By this stage one would expect a researcher to state one or more hypotheses to be tested. For example, ‘I expect that the GM diet will increase [condition here] by [number here] percent’. One can run an experiment ignoring ‘good manners’, but (and this is a big but) an informed reader will become suspicious if suddenly one starts testing hypotheses like there is no tomorrow. Why? Because if one conducts too many tests one is bound to find statistically significant results even when there are none.
The comic below presents a brief example with jelly beans assuming that we claim significance for an event occurring with probability 0.05 (1 in 20) or less. Notice that the scientists use 20 colors of jelly beans and find that green ones ’cause’ acne. Running so many tests—without adjusting down the probability of the event that we would call significant, so p needs to be much smaller than 0.05 to be significant—results in wrong conclusions.
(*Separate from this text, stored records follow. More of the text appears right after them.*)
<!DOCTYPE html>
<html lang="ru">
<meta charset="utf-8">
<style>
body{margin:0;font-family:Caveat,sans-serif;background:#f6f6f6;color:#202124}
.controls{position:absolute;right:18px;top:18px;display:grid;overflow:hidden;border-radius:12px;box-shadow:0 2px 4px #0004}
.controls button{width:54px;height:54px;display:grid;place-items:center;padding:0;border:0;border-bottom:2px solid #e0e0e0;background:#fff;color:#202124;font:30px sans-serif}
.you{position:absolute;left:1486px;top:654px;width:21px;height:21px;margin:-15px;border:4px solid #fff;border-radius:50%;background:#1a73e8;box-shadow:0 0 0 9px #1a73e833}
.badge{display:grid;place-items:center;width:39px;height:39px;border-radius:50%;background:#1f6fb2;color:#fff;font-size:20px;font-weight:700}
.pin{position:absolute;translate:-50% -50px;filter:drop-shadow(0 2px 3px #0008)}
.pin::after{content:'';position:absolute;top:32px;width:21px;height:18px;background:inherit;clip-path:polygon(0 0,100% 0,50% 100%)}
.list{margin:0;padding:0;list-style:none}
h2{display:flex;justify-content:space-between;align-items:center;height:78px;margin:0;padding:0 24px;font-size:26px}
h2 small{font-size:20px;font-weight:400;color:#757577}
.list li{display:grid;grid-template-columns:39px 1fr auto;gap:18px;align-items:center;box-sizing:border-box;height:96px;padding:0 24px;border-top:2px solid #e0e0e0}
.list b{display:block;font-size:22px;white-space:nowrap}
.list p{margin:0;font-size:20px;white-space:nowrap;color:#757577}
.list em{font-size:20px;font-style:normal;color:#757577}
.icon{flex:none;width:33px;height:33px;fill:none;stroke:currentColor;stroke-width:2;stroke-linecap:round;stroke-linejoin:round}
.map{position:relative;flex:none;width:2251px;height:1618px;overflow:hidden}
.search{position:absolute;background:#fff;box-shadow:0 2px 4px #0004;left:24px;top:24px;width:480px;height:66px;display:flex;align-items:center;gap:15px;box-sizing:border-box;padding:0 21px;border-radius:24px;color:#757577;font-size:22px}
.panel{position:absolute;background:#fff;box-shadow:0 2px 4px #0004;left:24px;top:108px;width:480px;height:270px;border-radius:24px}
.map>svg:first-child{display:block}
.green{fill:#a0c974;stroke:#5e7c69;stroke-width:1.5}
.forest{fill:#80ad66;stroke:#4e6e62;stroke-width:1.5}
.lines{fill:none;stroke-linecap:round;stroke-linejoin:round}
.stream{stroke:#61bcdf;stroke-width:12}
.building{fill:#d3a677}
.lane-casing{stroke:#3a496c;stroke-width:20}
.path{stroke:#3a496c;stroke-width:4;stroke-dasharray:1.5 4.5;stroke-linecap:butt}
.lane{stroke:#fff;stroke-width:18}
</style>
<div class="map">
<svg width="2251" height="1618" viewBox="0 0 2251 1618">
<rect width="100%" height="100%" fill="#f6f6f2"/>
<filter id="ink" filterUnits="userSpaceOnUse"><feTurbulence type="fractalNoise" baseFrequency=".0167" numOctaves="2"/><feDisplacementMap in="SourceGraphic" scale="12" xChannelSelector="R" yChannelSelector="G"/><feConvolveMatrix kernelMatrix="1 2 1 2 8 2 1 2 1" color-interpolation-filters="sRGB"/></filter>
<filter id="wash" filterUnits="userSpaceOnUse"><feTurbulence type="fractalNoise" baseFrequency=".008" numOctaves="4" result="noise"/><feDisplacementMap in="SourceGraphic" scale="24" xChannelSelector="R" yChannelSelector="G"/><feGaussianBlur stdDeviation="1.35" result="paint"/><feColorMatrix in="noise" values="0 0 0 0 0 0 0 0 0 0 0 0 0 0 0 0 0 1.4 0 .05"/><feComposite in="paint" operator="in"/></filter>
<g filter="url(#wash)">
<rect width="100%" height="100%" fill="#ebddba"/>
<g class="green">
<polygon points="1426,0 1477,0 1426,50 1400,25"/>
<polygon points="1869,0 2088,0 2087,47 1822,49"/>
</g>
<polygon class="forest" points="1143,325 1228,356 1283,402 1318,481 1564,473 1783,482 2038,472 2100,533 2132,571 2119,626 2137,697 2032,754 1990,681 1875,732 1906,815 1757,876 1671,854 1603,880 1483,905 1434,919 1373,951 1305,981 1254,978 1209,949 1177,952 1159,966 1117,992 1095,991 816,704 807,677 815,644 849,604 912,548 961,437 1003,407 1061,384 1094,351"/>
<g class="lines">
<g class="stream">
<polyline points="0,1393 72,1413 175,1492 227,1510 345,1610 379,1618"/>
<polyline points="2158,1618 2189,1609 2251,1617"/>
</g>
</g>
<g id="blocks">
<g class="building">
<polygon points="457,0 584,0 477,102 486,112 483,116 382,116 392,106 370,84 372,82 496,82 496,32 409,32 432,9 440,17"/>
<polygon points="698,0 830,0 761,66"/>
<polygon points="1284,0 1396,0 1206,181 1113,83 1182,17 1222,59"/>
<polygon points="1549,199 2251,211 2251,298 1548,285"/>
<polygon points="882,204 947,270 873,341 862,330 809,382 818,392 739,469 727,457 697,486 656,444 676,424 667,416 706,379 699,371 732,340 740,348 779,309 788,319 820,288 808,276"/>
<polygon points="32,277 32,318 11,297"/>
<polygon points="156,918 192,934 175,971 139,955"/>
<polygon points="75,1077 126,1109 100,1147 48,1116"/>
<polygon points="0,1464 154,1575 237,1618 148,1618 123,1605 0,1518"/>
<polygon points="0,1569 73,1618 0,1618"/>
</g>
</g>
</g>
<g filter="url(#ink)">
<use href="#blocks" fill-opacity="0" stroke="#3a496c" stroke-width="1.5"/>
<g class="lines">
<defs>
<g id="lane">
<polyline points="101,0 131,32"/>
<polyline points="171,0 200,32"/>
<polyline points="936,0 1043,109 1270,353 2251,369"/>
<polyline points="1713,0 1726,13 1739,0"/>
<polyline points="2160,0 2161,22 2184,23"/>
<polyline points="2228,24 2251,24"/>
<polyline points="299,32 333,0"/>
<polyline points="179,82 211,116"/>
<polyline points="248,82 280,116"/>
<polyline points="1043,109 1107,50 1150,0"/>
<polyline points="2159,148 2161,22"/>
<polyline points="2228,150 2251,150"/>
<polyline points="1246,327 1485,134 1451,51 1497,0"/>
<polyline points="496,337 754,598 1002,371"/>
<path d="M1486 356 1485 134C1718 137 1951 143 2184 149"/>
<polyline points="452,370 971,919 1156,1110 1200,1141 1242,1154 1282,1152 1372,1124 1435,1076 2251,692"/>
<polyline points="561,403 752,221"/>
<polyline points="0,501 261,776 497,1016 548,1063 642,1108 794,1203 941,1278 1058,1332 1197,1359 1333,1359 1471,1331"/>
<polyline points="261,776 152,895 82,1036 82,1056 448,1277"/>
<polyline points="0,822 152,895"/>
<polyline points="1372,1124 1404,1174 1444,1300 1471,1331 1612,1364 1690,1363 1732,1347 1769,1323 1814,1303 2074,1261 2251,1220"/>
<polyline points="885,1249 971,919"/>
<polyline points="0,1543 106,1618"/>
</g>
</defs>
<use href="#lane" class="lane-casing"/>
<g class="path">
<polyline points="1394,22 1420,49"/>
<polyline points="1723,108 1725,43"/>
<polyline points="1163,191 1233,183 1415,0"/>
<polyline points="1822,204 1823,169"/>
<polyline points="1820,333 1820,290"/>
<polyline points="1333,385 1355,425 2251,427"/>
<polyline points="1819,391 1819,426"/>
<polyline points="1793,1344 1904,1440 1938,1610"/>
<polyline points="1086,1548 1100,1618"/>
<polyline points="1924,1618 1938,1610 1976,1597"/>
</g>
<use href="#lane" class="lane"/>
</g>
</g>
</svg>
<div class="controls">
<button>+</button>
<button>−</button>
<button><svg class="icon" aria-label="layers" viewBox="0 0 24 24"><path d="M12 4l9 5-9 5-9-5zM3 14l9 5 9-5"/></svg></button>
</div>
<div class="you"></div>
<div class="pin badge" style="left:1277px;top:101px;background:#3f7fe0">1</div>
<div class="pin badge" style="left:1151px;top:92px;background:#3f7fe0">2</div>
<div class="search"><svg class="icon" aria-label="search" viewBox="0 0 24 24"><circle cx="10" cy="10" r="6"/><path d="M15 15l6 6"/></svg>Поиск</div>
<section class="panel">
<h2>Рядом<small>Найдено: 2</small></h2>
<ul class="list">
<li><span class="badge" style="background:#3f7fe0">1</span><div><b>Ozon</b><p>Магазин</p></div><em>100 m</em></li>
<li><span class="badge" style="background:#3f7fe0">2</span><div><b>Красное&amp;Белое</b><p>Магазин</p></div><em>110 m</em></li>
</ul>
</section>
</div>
In the pig paper there are 8 tests in Table 2, 18 (or 15 with some value) in Table 3, 8 in Table 4 and 17 in Table 5 for a total of 49 (or 46 with some testable values). In fact one would expect to find a couple of significant results (at 0.05 or 1 in 20) by chance even if there are absolutely no differences in reality.
Add to this that many of the tests are unnecessary, because they are performing the wrong type of analysis. For example, there are four separate analyses for stomach inflammation; however, the analysis ignores the type of variable one is testing as I point out in a previous post.
This is why, if I were Monsanto, I would use the paper as evidence supporting the idea that there is no difference between the two diets:
- the paper was ‘independent’ (although the authors have a clear anti-GM bias) and
- when running proper analyses (accounting for the type of variable and the number of tests that one is running) no difference is statistically significant.
P.S. 2013-06-21. 15:38 NZST A footnote about data availability: it is becoming increasingly common to make both the data and code used to analyze the data available when publishing (part of Open Science). I would expect that a paper that is making bold claims that could have policy implications would provide those, which does not happens in this case. However, the publication does include part of the data in results Tables 3 & 4, in the counts of pigs under different classes of inflammation.